Chris Wallace, moderador da Fox News várias vezes atropelado por Trump, confirmou anteontem que o presidente não fez teste à covid quando chegou ao debate, como estaria programado. "Chegou em cima da hora, já não deu tempo, não fez o teste", repetiu. Mas houve outro evento mais preocupante, fez ontem já oito dias, quando dezenas de pessoas se juntaram na Casa Branca sem máscaras e sem distanciamento social.
O supertransmissor
O final dessa tarde de outono foi adorável, escreve o "Washington Post". O jardim de rosas da Casa Branca lotou-se para anunciar Amy Barrett como substituta conservadora para a falecida juíza do Supremo Tribunal Ruth Bader Ginsburg e a cena foi jubilosa. Senadores republicanos, líderes conservadores e dezenas de grandes apoiantes e assessores do presidente deram cumprimentos de mão e abraços enquanto Trump se passeava com Amy.

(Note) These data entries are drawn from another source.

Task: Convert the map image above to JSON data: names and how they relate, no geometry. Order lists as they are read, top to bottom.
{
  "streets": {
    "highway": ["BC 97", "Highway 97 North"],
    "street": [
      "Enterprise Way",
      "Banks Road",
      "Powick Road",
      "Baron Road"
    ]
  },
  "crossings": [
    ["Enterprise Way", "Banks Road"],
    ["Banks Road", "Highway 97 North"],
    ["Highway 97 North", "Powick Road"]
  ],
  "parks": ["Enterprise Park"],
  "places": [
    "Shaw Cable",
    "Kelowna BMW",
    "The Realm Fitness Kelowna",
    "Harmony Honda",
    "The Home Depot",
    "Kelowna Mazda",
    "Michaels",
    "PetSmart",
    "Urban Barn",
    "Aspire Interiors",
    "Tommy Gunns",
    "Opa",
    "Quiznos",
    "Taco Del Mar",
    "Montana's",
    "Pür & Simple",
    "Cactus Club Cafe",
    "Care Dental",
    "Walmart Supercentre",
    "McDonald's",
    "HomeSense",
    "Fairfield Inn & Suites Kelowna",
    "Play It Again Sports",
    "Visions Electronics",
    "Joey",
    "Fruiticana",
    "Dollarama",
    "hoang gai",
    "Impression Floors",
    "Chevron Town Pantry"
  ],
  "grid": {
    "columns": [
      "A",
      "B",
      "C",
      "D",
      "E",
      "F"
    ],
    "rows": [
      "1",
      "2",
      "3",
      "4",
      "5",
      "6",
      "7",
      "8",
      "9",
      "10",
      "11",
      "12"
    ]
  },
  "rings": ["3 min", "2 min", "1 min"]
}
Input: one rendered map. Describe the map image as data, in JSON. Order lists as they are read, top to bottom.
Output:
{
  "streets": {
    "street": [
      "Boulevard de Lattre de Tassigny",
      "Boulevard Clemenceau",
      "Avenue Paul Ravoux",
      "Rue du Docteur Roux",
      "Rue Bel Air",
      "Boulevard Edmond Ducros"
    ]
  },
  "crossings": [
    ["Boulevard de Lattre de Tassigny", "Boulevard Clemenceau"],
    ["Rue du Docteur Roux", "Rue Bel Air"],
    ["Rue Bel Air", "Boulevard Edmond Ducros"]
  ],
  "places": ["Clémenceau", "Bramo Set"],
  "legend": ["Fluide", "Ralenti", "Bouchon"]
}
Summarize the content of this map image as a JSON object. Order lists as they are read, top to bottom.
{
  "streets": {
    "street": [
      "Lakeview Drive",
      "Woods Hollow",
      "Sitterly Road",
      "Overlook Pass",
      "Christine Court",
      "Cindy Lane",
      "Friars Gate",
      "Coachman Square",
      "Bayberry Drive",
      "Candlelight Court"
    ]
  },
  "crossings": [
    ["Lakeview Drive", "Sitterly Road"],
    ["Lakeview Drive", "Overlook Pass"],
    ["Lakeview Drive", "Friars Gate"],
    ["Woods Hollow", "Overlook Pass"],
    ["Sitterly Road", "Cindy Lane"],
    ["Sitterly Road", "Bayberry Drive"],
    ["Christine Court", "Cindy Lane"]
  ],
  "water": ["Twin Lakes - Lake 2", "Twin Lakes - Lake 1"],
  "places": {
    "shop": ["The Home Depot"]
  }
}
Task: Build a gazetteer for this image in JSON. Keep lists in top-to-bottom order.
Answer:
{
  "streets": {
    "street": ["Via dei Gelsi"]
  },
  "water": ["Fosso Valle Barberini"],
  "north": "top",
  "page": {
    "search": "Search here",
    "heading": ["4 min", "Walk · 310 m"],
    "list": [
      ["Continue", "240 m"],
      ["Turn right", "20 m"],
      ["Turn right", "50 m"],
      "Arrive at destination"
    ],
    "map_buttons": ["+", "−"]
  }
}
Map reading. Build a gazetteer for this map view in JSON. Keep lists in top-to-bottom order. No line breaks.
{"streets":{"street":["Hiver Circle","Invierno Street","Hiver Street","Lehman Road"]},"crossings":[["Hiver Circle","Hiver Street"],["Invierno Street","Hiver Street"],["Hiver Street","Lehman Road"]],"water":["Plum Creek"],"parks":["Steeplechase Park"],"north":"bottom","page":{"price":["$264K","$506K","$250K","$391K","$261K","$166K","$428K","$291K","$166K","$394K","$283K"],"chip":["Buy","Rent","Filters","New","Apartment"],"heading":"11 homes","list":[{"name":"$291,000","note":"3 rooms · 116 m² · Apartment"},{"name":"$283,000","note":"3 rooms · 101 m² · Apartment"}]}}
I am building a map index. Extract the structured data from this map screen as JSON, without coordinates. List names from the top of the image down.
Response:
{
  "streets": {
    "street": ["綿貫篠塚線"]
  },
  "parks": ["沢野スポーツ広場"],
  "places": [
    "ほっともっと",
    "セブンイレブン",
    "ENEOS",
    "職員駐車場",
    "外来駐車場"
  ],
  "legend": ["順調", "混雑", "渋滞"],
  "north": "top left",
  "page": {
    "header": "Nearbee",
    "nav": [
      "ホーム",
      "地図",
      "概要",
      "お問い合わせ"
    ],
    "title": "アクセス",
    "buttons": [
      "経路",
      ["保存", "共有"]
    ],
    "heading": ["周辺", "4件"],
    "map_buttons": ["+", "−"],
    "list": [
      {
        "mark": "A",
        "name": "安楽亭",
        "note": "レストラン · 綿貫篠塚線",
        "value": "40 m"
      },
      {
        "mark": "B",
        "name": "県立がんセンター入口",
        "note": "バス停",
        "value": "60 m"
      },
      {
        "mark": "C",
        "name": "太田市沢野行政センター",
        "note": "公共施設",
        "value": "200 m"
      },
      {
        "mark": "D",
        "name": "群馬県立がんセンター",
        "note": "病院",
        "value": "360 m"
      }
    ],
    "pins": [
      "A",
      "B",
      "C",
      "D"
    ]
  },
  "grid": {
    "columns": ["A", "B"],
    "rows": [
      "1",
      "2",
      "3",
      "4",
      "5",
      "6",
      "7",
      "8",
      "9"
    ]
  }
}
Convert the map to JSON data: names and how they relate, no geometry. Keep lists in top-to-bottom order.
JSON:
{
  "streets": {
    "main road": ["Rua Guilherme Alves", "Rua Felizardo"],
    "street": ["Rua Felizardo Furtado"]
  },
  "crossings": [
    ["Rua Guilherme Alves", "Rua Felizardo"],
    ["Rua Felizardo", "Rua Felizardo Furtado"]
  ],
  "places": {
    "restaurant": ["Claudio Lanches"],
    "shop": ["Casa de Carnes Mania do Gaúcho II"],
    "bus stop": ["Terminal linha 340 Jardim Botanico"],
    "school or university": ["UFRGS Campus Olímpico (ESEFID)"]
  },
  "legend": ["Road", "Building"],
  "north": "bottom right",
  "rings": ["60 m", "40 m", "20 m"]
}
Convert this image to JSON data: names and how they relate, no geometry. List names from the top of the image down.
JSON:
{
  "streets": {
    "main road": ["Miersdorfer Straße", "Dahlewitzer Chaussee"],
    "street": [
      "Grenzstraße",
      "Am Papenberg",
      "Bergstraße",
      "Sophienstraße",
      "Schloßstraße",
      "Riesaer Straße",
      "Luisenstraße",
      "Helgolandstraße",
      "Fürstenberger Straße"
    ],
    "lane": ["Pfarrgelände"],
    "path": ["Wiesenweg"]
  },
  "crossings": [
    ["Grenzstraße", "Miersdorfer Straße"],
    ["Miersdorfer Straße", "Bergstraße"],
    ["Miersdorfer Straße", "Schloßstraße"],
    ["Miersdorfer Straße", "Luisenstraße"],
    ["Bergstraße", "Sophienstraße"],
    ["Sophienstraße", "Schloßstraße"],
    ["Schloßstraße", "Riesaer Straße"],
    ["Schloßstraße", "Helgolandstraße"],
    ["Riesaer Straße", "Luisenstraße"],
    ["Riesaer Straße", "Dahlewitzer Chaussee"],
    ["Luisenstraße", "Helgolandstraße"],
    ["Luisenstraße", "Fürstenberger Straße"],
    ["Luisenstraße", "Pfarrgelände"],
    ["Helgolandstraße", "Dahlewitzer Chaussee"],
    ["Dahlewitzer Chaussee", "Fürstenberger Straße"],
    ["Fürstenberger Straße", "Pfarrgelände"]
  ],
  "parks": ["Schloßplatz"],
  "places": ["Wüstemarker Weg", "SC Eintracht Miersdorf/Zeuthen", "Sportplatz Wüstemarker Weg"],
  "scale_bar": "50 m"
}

Ninguém usou máscara e as imagens, surreais, parecem do tempo pré-pandemia.
Terá sido nesse evento supertransmissor que os contágios se multiplicaram, não parando agora de aumentar o círculo de infeções à volta de Trump (ver acima). O calendário de nomeação da juíza Amy Barrett, que tem de ser confirmada no Senado e que os republicanos estão a acelerar, está já comprometido - há pelo menos três senadores, dois deles do evento "superspreader", que testaram positivo à covid.
Comício a atirar bonés
A agenda da semana passada de Trump, que continua atrás do democrata Biden nas sondagens para a eleição de 3 de novembro, foi também muito movimentada, com vários ajuntamentos.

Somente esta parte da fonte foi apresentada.